At 87, Buddy Guy on a mission to keep blues music alive
Wearing a black shirt with white polka dots, Chicago blues guitarist Buddy Guy ambled onto the stage at Santa Rosa’s Luther Burbank Center last year and did what he’s been doing for more than 60 years. He knocked ’em dead.
From the first electrifying note to the last, Guy jolted the cheering crowd with his powerful playing and soulful singing.
Late in the show, Guy came down from the stage and delivered a blistering solo as he stomped in his black Pumas up and down the aisles, all the way to the back of the theater.
Carlos Santana has praised Guy’s “tenacity of tone” and said in a recent documentary that he “stands like he’s got a flamethrower, like he’s gonna torch the town.”
Guy turned 87 on July 30, saying just before his birthday that he planned to celebrate with cognac and cake.
He brings his Damn Right Farewell Tour to Sonoma State’s Green Music Center Friday. Eric Gales opens the show.
Guy is midway through a yearlong international farewell tour that’s taken him through Europe, Canada and all over the United States.
“I can play, but getting from Point A to Point B, the trips that take all day on the bus or the airport … anybody would say, that’s enough,” he told Billboard last February.
Guy doesn’t plan to lay down his guitar entirely. He said he’ll continue to play at his Chicago blues club, Buddy Guy’s Legends, and will travel occasionally to festivals, such as Jazz Fest in New Orleans.
In a career that dates to the late 1950s, Guy has won eight Grammy Awards including a Lifetime Achievement Award and Best Traditional Blues Album for last year’s “The Blues Don’t Lie.” That collection features guest vocalists Mavis Staples, Elvis Costello and James Taylor, among others.
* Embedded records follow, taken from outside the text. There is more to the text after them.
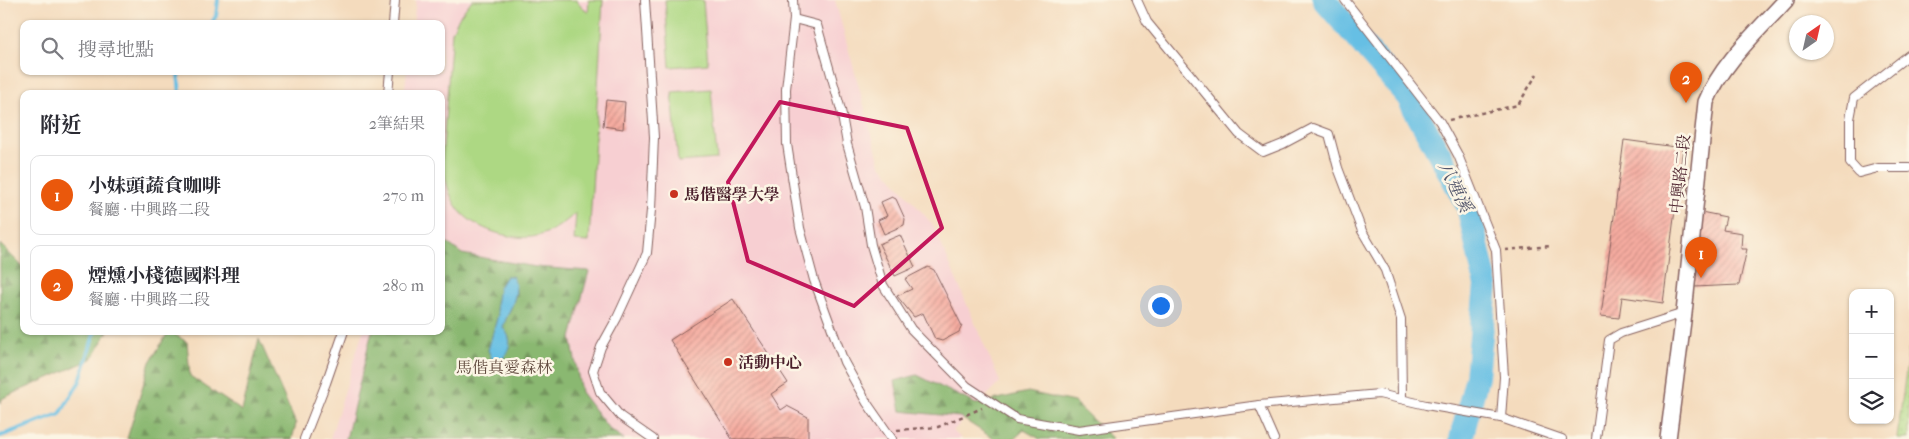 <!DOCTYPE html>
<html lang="zh-TW">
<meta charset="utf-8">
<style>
:root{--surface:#fff;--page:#f2f2f3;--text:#2b2b33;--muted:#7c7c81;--line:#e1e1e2;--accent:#ea580c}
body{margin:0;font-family:"IM FELL French Canon","Noto Serif TC",serif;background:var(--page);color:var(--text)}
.controls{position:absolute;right:15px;bottom:15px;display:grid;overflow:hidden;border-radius:10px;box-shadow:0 1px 4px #0004}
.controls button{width:45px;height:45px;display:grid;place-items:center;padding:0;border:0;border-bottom:1px solid var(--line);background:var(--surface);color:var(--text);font:25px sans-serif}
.compass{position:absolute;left:1789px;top:15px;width:45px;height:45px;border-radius:50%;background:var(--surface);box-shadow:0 1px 4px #0004;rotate:34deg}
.you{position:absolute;left:1160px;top:305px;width:18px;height:18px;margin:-12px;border:4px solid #fff;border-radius:50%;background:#1a73e8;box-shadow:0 0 0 8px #1a73e833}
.badge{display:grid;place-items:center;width:32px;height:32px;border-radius:50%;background:var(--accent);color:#fff;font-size:16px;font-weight:700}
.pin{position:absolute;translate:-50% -41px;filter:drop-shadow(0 1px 2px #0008)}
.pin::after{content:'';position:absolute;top:26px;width:18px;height:15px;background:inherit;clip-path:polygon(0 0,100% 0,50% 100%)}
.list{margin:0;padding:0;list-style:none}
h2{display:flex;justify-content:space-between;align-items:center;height:65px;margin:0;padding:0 20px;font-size:21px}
h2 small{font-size:16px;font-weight:400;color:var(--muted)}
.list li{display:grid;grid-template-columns:32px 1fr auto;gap:15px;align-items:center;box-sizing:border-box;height:80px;margin:0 10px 10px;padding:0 10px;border:1px solid var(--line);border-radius:10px}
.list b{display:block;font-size:19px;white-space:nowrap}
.list p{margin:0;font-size:16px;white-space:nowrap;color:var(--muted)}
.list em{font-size:16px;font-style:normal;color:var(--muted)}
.icon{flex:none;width:28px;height:28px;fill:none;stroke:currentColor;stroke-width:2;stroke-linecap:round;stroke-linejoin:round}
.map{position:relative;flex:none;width:1909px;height:439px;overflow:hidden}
.search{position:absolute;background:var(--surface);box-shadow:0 1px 4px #0004;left:20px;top:20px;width:425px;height:55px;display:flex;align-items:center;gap:12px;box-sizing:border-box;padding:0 18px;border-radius:10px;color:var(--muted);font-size:19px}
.panel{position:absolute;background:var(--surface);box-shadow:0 1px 4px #0004;left:20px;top:90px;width:425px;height:245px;border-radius:10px}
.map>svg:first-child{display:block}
.built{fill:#f7cfd2}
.grass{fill:url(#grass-dots);stroke:#7c7c57}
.forest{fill:url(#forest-firs);stroke:#6a6c4e}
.pitch{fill:#add883;stroke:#7c7c57}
.water{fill:#66bfe4;stroke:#586f88}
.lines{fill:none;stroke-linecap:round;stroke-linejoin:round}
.stream{stroke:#66bfe4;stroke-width:4}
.river{stroke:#66bfe4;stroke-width:24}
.building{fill:url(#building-hatch)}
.service-casing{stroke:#86615e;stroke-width:10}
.minor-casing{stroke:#86615e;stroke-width:18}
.path{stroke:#86615e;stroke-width:2.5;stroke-dasharray:4 4;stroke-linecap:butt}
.service{stroke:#fff;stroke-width:8}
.minor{stroke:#fff;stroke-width:15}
.marked{fill:none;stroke:#c2185b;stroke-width:4;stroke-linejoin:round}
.poi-dot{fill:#c8321e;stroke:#fcf5e5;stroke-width:2}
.labels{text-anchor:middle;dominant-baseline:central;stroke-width:5;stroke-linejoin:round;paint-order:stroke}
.street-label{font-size:16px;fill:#4a1f2b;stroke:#fcf5e5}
.poi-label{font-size:16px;font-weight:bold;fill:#4a1f2b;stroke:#fcf5e5;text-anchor:start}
.park-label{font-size:16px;fill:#634d41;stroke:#fcf5e5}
.water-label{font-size:18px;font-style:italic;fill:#54576c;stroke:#fcf5e5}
</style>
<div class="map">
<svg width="1909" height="439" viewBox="0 0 1909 439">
<defs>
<pattern id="grass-dots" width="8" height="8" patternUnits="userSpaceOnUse" patternTransform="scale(1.25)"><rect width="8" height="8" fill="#add883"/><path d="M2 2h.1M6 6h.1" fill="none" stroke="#96b971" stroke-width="1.8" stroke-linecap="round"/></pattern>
<pattern id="forest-firs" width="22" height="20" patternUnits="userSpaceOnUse" patternTransform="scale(1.25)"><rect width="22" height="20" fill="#8ab871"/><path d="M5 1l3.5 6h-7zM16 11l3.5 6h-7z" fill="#73955d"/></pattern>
<pattern id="building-hatch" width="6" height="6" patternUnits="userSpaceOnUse" patternTransform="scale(1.25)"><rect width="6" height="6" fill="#f6aca0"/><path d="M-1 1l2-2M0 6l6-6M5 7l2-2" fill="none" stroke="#c98b83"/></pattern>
</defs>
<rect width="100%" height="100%" fill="#fcf5e5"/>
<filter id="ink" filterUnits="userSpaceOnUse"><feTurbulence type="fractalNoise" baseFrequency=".02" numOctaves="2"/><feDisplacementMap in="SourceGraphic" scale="10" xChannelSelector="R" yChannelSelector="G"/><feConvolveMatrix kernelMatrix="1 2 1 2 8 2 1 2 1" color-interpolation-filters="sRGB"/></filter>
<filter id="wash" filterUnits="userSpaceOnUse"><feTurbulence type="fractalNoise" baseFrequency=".0096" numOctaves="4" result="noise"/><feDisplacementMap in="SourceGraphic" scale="20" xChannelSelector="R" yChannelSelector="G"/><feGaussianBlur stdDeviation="1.12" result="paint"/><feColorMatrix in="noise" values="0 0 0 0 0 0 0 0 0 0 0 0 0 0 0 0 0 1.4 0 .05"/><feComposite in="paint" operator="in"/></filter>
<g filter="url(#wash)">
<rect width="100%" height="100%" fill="#f4dbbd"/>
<path class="built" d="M416,0H835L880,164L933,225L1000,382L953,431L962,439H330L363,331H441V94H404L407,71H441V24H413Z"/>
<path class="grass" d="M1909,348V439H1897Z"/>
<g class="forest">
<path d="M441,238L462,254L536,267L589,271L571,338L581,392L609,429L624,439H346L372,331H441Z"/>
<path d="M0,244L24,268V331H108L92,359L3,398L0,403Z"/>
<path d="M169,331L187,342L190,376L242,411L259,339L296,424L292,439H127L150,362Z"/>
<path d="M917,375L976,404L1028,392L1074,402L1113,439H1078L1075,437L1072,439H1040L1024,430L1014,439H994L960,417L901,411L895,381Z"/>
</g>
<g class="pitch">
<path d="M472,0H576L588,13L589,0H603L589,242L574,241L576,213C564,223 553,232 537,236C514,242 474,229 459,210C448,196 445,177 442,160L452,32L459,17Z"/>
<path d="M665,0H703L708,64L670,67Z"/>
<path d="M711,89L717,159L678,162L672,92Z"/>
</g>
<path class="water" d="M506,276H512C523,294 507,311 503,328C514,340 510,350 500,362H493L488,350L498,315L496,305L499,287Z"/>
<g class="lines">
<g class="stream">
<path d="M211,24L216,16L218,0"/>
<path d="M179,71L178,73L180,94"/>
<path d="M0,436L60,414L80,381L95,331"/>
</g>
<path class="river" d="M1324,0L1408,97L1468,206L1486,285L1477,377L1461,439"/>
</g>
<g id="blocks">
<g class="building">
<path d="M606,100L625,102L623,129L603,126Z"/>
<path d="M1624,140L1683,148L1663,303L1622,297L1619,318L1601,316Z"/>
<path d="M892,197L896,199L905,219L904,225L884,234L878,220L887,216L881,202Z"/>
<path d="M1701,212L1726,217L1723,230L1742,233L1741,249H1747L1739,285L1694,287Z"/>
<path d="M900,235L915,267L895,276L879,244Z"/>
<path d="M928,267L934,270L962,326L959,332L942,341L935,339L923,313L914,317L897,296L912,289L905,279Z"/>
<path d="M733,299L788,383L771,394L781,410L787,406L808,417V439H732L670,340Z"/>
</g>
</g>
</g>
<g filter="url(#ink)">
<use href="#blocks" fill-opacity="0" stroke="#86615e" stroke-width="1"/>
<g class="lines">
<defs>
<g id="service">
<path d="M645,0L654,137L651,210L647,253L617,318L601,347L593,371L600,392L620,416L653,439"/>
<path d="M793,0L794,19L786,89L787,144L800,228L814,280L844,362L867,403L892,439"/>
<path d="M1137,0L1147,22L1239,134L1263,152L1283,144L1313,128L1329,134L1338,168L1362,231L1385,270L1401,319L1402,398"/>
<path d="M1345,0L1440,122L1458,155L1496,250L1504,377L1501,418"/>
<path d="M794,19L817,25L841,110L847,144L865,207L871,245L883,285L911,329L967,386L1017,419L1079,430L1259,405L1379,394L1426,405L1501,418L1562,439"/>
<path d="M393,24L395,0"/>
<path d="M1909,55L1854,98L1850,119V163L1859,173L1878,168H1909"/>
<path d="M388,94L390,71"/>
<path d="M1259,405L1274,439"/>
<path d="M304,439L326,383L344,331"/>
<path d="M1596,439L1609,340L1621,333L1684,313"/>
</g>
<path id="minor" d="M1668,439L1684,313L1706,102C1722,63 1758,31 1786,0"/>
</defs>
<use href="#service" class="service-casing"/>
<use href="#minor" class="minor-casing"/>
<g class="path">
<path d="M1449,120L1518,105L1537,74"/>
<path d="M1505,250L1551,246"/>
<path d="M897,430L938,427L982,408"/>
</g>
<use href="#service" class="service"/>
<use href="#minor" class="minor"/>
</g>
</g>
<path class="marked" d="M780,102L907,128L942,228L854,306L748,261L728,182Z"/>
<g class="poi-dot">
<circle cx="674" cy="194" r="5"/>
<circle cx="728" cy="362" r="5"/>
</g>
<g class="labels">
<g class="street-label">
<text transform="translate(1680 174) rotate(-84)">中興路二段</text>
</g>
<g class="poi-label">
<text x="684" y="194">馬偕醫學大學</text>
<text x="738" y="362">活動中心</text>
</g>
<g class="park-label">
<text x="504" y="367">馬偕真愛森林</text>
</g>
<g class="water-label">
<text transform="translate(1455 187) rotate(64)">八連溪</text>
</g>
</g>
</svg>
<div class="controls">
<button>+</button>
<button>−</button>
<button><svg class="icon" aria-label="layers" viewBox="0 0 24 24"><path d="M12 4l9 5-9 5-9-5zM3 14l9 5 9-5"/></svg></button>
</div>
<svg class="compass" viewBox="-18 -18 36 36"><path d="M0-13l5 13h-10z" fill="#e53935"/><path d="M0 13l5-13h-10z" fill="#7c7c81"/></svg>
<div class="you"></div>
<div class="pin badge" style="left:1701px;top:278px">1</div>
<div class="pin badge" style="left:1686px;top:103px">2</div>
<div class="search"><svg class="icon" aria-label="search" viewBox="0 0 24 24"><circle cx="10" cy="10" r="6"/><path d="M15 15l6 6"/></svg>搜尋地點</div>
<section class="panel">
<h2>附近<small>2筆結果</small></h2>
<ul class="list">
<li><span class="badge">1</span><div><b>小妹頭蔬食咖啡</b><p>餐廳 · 中興路二段</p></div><em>270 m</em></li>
<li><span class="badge">2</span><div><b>煙燻小棧德國料理</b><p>餐廳 · 中興路二段</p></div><em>280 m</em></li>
</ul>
</section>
</div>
He’s received a Kennedy Center Honor, a Presidential National Medal of Arts and was inducted by B.B. King and Eric Clapton into the Rock and Roll Hall of Fame.
Lightning strike
Christone “Kingfish” Ingram, a 24-year-old blues standout who opened for many of Guy’s shows this year, said Guy’s guitar can sound like a “lightning strike. It gives me the chills.”
Growing up in the blues hub of Clarksdale, Mississippi, Ingram feels a kinship with the man he respectfully calls “Mr. Guy.
“He’s from the South. I think a lot of people forget that,” Ingram said. “He went from Louisiana to Chicago — he took that leap of faith — that was the greatest decision ever.”
Guy’s career began after he moved from rural Louisiana to Chicago in 1957 to listen to Muddy Waters and other blues giants in the city’s smoky clubs. He just wanted to see them, but soon he was playing alongside them.
Looking back on his career in the 2021 documentary “The Blues Chase the Blues Away,” Guy recalled that he didn’t think he could be as talented as Waters or King.
But after seeing a bluesman named Guitar Slim, who Guy said was “wild and crazy,” Guy realized he could put on a show.
“I said, ‘I wanna play like B.B. King, but I want to act like Guitar Slim.’ I can’t play as good as they do, but I’m gonna go up there and kick the stands and jump off the stage,” he says in the 2021 film. “And I got attention doing that.”
Early stage fright
Given Guy’s command of the stage, it’s perhaps surprising he was once too shy to face a small audience.
As a teenager, he left his home of Lettsworth, Louisiana, and got a job at a gas station in Baton Rouge.
Inspired by John Lee Hooker’s song “Boogie Chillen,” Guy took up the guitar. He was playing at the gas station when “this big mountain of a man” heard him playing and said, “Ain’t bad,” Guy writes in his 2012 autobiography, “When I Left Home.”
The man, Big Poppa, invited him to play that night at his club, and though Guy could play and sing, when it came to facing the audience, he “just couldn’t.”
He got fired, Guy said, for the first and only time in his life.
“Funny thing about the blues: You play ’em because you got ’em,” he writes. “But when you play ’em, you lose ’em. … The blues chase the blues away.”
Soon he learned to face the audience, to own the stage and to excite crowds with his growls and stealthy moves. And he bent strings like no other guitarist had, eliciting plaintive howls from his instrument.
Bill Bowker, a longtime deejay at Santa Rosa radio station KRSH, said Guy is a “formidable force in the world of blues music.”